Although I wanted to use the BLAKE2 algorithm, Microsoft doesn’t supply one in .NET, and the only NuGet packages available were a random assortment from developers I don’t know or trust. It was a perfect example of a “free as in mattress” problem, if that’s how you tend to view these things. I didn’t want to take the time to evaluate the available libraries properly nor to write my own, so I decided to simply take the first 40 bits of a SHA256 hash instead, using the hash algorithm built in to .NET (which uses CNG on Windows) .

When .NET Core 2.1 RC1 was released a couple of weeks ago, I was trying to come up with a small project I could use to try out the new X86 Intrinsics support. The reference BLAKE2 implementation includes SSE-optimized versions of the algorithms, so I though porting those would let me test out the new functionality while getting the trustworthy BLAKE2 implementation I had wanted. And since I had to set up a reference implementation and test harness for checking correctness and for benchmarking, I decided to go all out and check all the NuGet packages I could find using the same tests/standards. What I found was that the “free as in mattress” view of things is as legit as ever.

BLAKE2 in a Nutshell

BLAKE2 is derived from the BLAKE algorithm, which was one of the leading candidates from the SHA-3 competition. Ultimately, it wasn’t chosen (that honor went to Keccak), but it has some interesting properties that make it useful for general-purpose secure hashing. The short version is, they claim it’s more secure than SHA-2, and the modifications in BLAKE2 make it faster than MD5 when calculated in software. Basically, anywhere people use MD5 today, BLAKE2 is a definite upgrade.

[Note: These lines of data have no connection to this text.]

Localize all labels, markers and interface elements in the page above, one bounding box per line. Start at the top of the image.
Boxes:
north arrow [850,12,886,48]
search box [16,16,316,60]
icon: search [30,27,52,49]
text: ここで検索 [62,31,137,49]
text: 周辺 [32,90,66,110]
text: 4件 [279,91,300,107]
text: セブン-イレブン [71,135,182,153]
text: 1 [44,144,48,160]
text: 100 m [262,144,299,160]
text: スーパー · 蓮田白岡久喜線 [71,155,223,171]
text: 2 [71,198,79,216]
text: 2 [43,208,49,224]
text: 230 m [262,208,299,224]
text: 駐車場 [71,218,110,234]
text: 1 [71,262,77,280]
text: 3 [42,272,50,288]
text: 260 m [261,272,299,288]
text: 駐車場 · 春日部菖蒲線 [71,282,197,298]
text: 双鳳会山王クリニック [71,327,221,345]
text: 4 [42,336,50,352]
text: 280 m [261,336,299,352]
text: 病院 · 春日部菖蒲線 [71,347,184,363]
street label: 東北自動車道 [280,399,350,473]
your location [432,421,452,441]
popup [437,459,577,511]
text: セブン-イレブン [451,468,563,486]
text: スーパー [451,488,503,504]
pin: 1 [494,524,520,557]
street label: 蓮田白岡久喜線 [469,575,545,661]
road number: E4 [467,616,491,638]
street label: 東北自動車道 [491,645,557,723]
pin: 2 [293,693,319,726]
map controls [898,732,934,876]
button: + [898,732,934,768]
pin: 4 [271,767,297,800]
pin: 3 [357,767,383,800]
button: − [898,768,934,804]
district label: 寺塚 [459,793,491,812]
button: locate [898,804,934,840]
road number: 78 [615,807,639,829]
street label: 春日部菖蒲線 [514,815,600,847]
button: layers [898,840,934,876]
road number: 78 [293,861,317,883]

BLAKE2 comes in two flavors: BLAKE2b and BLAKE2s. BLAKE2b produces a 512-bit hash using an internal state made up of 8 64-bit values and is optimized for 64-bit platforms. BLAKE2s uses 8 32-bit values to produce a 256-bit hash so it can be faster on 32-bit platforms. In Part 2 of this post, we’ll see that use of the SSE instruction sets can make BLAKE2b perform nearly equally in 32-bit and 64-bit, but let’s not jump ahead…

The Reference

The designers of BLAKE2 published several reference implementations in a GitHub repo, so that’s a natural place to start.

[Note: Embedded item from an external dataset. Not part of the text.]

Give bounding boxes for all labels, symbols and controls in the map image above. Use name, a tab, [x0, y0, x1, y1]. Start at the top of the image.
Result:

Among those is a C# implementation (Blake2Sharp), which should be the perfect reference to use for my testing. The only thing that gave me pause was that the code is incomplete. Not all the BLAKE2 functionality is finished. Tree hashing mode, for example, is partially there but commented out. And there are three different versions of the core algorithm implementation, with two of those commented out – both slower than the ‘unrolled’ version that is enabled. It’s also missing the BLAKE2s variant. Bottom line: it looks like a work in progress and hasn’t been updated in years. I decided to include it in my testing but figured I should bring along some backup just to be safe…

The C reference implementation is complete, including both the BLAKE2b and BLAKE2s variants. And there are the aforementioned SSE-optimized versions. I decided to compile the scalar version into a DLL and call it via PInvoke as a baseline performance reference.

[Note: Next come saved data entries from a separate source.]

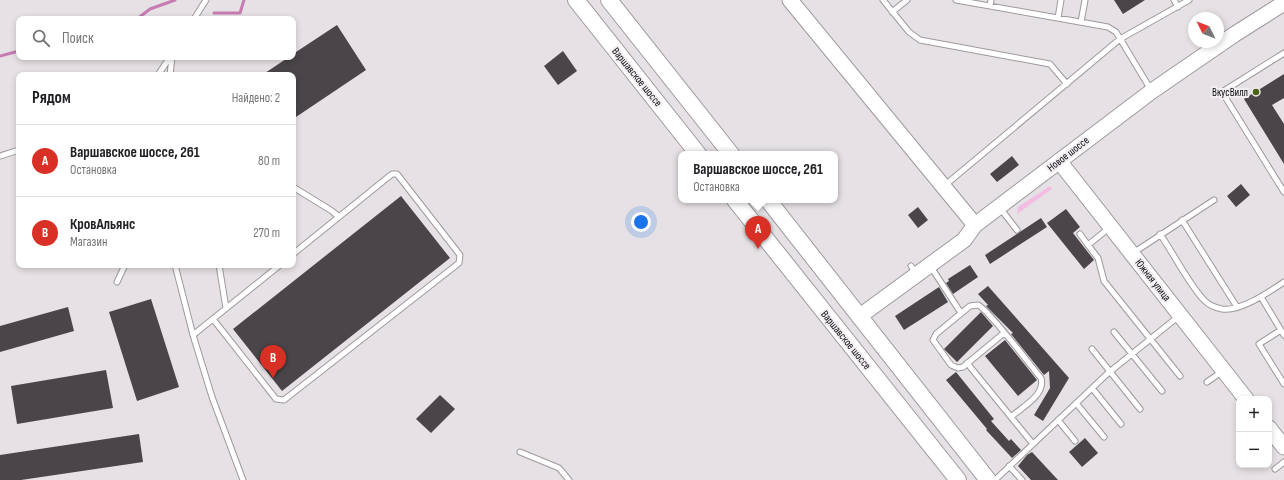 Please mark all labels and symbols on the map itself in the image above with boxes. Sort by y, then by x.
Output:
north arrow [1188,12,1224,48]
street label: Варшавское шоссе [609,45,665,109]
place label: ВкусВилл [1212,86,1248,99]
marker: ВкусВилл [1251,87,1261,97]
street label: Новое шоссе [1045,134,1091,174]
your location [631,212,651,232]
pin: A [745,216,771,249]
street label: Южная улица [1132,256,1174,304]
street label: Варшавское шоссе [818,308,874,372]
pin: B [260,345,286,378] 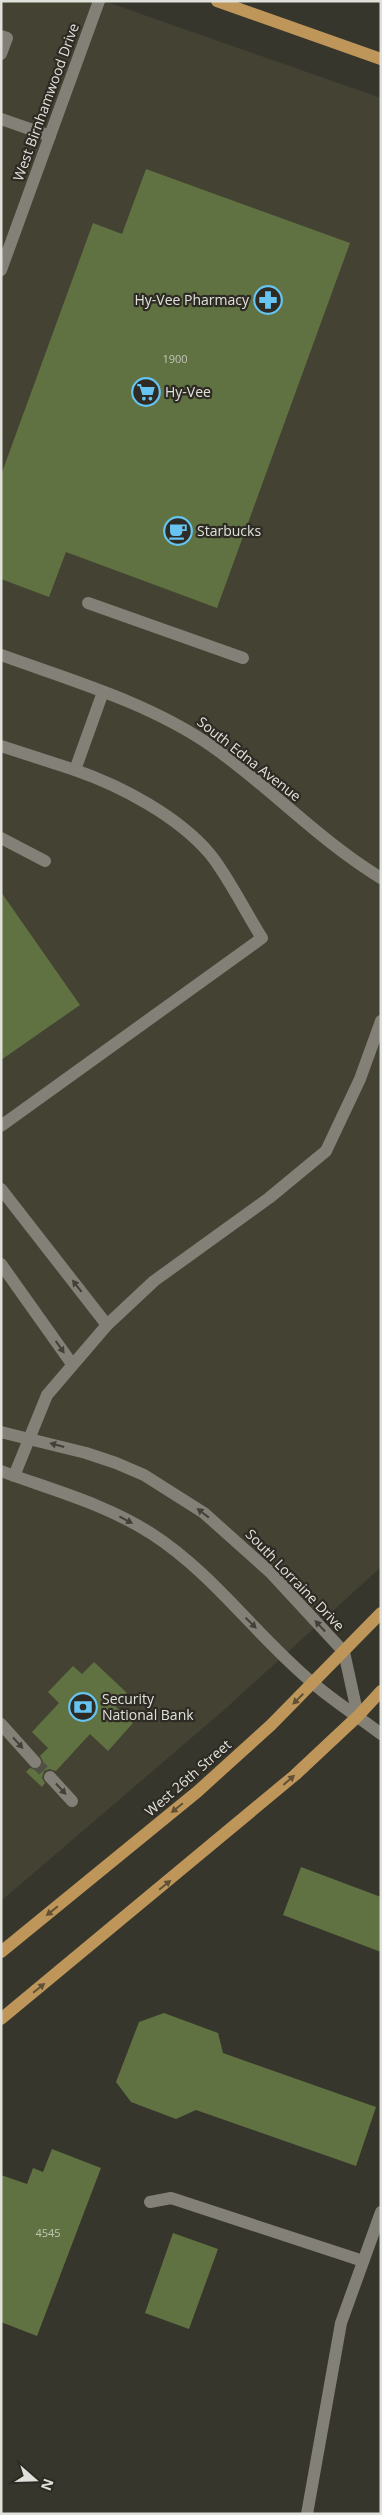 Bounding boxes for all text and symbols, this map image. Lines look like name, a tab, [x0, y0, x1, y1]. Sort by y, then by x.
street label: West Birnhamwood Drive	[8, 20, 83, 183]
pharmacy icon: Hy-Vee Pharmacy	[253, 285, 283, 315]
place label: Hy-Vee Pharmacy	[134, 290, 250, 309]
house number: 1900	[162, 351, 188, 366]
supermarket icon: Hy-Vee	[131, 377, 161, 407]
place label: Hy-Vee	[165, 382, 211, 401]
cafe icon: Starbucks	[163, 516, 193, 546]
place label: Starbucks	[197, 521, 261, 540]
street label: South Edna Avenue	[193, 712, 305, 805]
one-way arrow	[72, 1280, 83, 1293]
one-way arrow	[55, 1340, 65, 1353]
one-way arrow	[50, 1441, 65, 1449]
one-way arrow	[196, 1508, 210, 1518]
one-way arrow	[119, 1516, 134, 1524]
street label: South Lorraine Drive	[242, 1525, 349, 1635]
one-way arrow	[245, 1617, 257, 1629]
one-way arrow	[314, 1620, 326, 1632]
place label: Security National Bank	[102, 1689, 194, 1724]
bank icon: Security National Bank	[68, 1692, 98, 1722]
one-way arrow	[292, 1693, 304, 1705]
street label: West 26th Street	[141, 1735, 235, 1820]
one-way arrow	[12, 1737, 24, 1749]
one-way arrow	[282, 1775, 295, 1786]
one-way arrow	[55, 1783, 67, 1795]
one-way arrow	[171, 1802, 183, 1813]
one-way arrow	[158, 1880, 171, 1891]
one-way arrow	[45, 1906, 58, 1917]
one-way arrow	[32, 1983, 45, 1994]
house number: 4545	[35, 2225, 61, 2240]
north arrow	[10, 2455, 60, 2505]
text: N	[37, 2476, 59, 2493]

Finally, there are simpler and tidier implementations of both variants available in the RFC that describes BLAKE2. Although they’re written in C, it was very easy to port those over to C# to serve as another set of backup references. Those implementations are designed to be simple and correct, with no optimization. The RFC versions omit the optional features like tree mode hashing, but the implementations are less than 200 lines of code each and very easy to follow. My C# conversion is as true to the C reference as possible, including the lack of optimization.

The Tests

With those references chosen (3 for BLAKE2b and 2 for BLAKE2s), I set about methodically testing every NuGet package I could find. My requirements were simple: the implementation had to support the basic features defined in the RFC. That is, keyed and non-keyed hashing with variable digest length from 8 bits up to 256 or 512, as appropriate. I tested the qualifying implementations for speed and correctness.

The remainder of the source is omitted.